Irrigation Management, Institutions and Local Livelihood Adaptation on Usangu Plains, Tanzania

Irrigation Management, Institutions and Local Livelihood Adaptation on Usangu Plains, Tanzania

This paper studies the evolution of irrigation water management in Usangu Plains and evaluates present irrigation schemes using Ostrom’s design principles for long-enduring common pool resources (CPR) and their influence on farmers’ livelihood. Three types of schemes were identified for comparative analysis. These types include traditional, improved and formally improved irrigation schemes. The results of a survey and participatory assessments using both qualitative and quantitative approaches reveal that household incomes are heavily agricultural based (90% income share) and largely determined by the availability of water, land and the access to other farm inputs. There are differences in farmers’ incomes in relation to schemes.

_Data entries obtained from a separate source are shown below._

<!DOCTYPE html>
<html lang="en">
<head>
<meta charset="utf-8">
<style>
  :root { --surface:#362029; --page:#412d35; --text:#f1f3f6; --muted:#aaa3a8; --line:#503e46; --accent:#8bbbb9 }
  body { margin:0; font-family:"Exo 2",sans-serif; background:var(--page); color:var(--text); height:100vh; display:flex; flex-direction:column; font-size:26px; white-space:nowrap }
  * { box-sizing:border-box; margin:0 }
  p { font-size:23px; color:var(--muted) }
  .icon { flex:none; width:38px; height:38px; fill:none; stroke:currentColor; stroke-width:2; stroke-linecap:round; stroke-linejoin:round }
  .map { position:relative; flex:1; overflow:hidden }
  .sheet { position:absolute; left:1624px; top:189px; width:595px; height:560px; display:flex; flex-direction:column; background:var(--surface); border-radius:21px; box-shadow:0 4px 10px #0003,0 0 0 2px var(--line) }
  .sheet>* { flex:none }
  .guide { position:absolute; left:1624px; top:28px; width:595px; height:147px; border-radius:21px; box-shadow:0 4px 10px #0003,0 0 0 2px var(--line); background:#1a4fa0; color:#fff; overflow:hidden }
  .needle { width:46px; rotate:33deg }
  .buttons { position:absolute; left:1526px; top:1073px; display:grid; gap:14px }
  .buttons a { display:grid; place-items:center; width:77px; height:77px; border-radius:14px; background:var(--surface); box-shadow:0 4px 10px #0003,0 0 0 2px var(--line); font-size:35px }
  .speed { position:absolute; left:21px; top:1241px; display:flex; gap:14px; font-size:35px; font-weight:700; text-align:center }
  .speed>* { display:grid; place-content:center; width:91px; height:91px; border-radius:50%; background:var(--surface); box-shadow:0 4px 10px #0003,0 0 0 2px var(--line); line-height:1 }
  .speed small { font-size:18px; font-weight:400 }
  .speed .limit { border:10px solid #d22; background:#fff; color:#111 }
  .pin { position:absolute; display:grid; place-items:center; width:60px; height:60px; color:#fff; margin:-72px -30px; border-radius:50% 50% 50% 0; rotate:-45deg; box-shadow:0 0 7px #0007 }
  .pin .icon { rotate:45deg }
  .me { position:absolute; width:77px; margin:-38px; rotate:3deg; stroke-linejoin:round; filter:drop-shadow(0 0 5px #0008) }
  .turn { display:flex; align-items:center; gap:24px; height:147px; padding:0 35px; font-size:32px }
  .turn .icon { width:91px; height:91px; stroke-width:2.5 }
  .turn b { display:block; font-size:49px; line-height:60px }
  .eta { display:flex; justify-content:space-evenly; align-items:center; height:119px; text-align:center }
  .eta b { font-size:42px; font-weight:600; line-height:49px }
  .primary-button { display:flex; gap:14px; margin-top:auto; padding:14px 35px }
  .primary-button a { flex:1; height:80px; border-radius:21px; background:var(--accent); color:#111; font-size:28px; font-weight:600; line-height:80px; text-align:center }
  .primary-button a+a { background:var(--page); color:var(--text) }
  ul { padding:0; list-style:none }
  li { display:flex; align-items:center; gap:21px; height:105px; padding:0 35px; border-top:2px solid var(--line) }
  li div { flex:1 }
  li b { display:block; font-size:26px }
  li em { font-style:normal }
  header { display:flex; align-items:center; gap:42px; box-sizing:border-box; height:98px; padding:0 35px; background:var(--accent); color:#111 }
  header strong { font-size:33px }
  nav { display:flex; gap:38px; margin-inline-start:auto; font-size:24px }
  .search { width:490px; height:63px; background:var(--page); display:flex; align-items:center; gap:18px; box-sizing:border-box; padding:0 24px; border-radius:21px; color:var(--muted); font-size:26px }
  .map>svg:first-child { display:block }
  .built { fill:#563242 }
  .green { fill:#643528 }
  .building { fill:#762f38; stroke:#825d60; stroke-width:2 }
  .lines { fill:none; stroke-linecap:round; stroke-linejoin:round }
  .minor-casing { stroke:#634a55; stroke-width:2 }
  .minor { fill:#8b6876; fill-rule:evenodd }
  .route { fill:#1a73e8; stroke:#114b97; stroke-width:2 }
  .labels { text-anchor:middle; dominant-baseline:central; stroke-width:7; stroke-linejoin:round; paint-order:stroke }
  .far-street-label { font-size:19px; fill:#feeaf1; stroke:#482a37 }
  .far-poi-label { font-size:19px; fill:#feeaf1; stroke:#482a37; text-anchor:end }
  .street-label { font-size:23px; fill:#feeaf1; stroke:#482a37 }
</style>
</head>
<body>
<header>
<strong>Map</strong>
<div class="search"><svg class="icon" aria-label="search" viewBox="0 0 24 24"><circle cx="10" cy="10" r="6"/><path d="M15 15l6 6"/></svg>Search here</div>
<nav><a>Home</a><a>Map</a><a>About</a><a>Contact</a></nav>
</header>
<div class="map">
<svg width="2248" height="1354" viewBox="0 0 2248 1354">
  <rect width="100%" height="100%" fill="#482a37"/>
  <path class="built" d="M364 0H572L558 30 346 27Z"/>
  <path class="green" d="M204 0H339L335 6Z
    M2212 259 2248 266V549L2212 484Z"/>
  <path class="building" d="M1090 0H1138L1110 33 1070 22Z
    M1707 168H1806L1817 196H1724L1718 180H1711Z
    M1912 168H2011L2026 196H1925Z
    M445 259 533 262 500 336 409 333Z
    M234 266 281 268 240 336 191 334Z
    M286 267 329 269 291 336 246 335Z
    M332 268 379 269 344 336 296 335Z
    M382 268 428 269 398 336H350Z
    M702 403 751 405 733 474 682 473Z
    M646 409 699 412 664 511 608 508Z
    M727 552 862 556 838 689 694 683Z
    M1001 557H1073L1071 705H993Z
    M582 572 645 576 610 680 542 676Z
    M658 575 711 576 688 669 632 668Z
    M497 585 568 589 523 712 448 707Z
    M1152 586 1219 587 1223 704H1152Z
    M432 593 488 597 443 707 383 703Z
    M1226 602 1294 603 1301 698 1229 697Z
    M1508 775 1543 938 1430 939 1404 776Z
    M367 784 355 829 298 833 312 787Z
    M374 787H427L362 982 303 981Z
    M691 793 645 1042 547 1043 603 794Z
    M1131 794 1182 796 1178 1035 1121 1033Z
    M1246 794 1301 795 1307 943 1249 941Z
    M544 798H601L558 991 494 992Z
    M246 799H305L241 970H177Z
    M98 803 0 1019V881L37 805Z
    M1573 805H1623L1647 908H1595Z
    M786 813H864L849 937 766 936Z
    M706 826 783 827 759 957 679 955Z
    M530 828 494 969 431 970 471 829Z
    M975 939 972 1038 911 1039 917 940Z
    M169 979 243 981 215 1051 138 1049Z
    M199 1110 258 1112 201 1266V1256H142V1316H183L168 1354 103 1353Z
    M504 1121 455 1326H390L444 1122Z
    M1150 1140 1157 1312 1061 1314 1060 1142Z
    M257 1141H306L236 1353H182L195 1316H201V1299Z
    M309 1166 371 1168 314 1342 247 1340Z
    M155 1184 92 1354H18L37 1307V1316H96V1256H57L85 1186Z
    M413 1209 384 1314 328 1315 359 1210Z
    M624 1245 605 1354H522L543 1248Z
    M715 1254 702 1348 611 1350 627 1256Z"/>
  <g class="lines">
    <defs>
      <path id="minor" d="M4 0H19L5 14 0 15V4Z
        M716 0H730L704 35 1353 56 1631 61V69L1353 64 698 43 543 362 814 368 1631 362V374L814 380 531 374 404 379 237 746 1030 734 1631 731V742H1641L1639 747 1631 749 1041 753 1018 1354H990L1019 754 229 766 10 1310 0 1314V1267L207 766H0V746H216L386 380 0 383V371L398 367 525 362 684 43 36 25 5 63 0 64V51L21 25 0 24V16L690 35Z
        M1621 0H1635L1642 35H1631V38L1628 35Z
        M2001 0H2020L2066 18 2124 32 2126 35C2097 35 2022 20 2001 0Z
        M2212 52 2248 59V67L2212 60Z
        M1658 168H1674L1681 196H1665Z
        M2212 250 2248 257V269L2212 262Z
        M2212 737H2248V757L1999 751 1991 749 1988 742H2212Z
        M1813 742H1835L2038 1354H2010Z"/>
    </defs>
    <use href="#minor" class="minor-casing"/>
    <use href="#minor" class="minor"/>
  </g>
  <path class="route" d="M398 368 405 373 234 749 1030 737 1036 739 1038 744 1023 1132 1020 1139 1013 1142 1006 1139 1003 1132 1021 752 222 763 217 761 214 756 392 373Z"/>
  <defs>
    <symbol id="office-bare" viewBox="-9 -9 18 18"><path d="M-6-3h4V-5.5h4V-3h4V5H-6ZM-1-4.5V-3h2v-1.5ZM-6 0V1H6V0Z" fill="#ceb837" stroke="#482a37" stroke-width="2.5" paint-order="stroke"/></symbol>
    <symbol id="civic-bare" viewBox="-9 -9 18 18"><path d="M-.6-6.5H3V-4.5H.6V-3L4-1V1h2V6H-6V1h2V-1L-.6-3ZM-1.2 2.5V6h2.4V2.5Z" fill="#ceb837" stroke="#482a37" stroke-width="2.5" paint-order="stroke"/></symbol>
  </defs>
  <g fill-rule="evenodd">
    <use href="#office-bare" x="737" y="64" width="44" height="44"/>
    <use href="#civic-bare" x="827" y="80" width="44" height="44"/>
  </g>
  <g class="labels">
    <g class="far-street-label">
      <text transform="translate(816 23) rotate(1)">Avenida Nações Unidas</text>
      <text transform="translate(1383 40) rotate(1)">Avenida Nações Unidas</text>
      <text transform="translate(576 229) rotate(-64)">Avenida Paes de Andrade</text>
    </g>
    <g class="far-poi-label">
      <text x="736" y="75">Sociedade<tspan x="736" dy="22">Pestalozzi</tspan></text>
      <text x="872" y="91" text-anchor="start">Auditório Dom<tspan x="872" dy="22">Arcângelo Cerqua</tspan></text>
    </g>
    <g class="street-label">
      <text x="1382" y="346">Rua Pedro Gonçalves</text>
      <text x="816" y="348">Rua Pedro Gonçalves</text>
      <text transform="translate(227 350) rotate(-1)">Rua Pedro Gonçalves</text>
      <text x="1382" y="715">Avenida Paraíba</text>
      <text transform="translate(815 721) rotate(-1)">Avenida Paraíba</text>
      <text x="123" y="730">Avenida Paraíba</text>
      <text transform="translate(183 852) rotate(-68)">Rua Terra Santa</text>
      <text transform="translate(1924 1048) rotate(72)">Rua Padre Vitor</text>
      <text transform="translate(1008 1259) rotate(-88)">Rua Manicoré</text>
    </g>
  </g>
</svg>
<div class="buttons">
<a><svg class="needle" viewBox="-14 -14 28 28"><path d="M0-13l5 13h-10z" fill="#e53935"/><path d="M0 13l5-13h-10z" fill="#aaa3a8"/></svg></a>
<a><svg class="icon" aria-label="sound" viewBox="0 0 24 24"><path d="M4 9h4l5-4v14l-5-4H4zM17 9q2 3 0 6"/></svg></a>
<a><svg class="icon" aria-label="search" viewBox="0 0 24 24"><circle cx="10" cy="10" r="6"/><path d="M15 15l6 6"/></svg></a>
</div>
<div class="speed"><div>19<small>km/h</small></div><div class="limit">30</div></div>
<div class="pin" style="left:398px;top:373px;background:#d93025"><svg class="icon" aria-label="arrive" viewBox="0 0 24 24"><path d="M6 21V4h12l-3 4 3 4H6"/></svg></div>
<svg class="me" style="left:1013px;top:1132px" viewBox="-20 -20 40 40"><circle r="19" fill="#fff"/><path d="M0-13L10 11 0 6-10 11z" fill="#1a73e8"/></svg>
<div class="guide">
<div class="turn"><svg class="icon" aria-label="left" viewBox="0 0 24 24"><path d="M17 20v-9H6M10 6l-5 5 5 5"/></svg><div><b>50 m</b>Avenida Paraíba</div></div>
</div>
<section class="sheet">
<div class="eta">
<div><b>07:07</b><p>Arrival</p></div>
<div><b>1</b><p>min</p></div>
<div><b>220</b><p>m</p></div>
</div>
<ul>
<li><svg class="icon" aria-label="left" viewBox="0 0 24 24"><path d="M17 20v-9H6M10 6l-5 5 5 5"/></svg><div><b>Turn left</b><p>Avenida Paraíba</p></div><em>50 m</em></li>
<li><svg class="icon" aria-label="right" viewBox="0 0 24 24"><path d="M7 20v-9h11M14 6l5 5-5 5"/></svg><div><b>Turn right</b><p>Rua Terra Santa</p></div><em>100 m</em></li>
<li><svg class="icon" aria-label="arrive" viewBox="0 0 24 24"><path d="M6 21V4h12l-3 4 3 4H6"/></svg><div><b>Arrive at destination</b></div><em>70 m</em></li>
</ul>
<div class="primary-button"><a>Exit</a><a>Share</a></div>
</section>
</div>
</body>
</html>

We find that traditional scheme farmers are poorer. Improved management do depend on schemes’ ability to organise, the willingness to change, and how institutions are crafted in relation to their needs. Households in the schemes with high level of accordance with Ostrom’s design principles report better access to water and higher income security. Farmers’ perceptions of new and more formalised institutions are positive, but in practice, many still rely on traditional ways of organisation and interaction. We do not see that there is a consistent contradiction between formal and informal, embedded social institutions, but we think that institutional transformation is better described as an evolutionary process of change where they co-exist, partly as complimentary or overlapping entities but also partly in conflict over certain issues. Public policies and formal and informal institutional frameworks have evolved over time in rather un-coordinated and often contradicting manners. In future policy-making, more attention should be put on developing a more coherent institutional architecture where room is made for both formal organisation and institutions while still utilizing and emphasising local and informal existing social institutional attitudes, values and norms.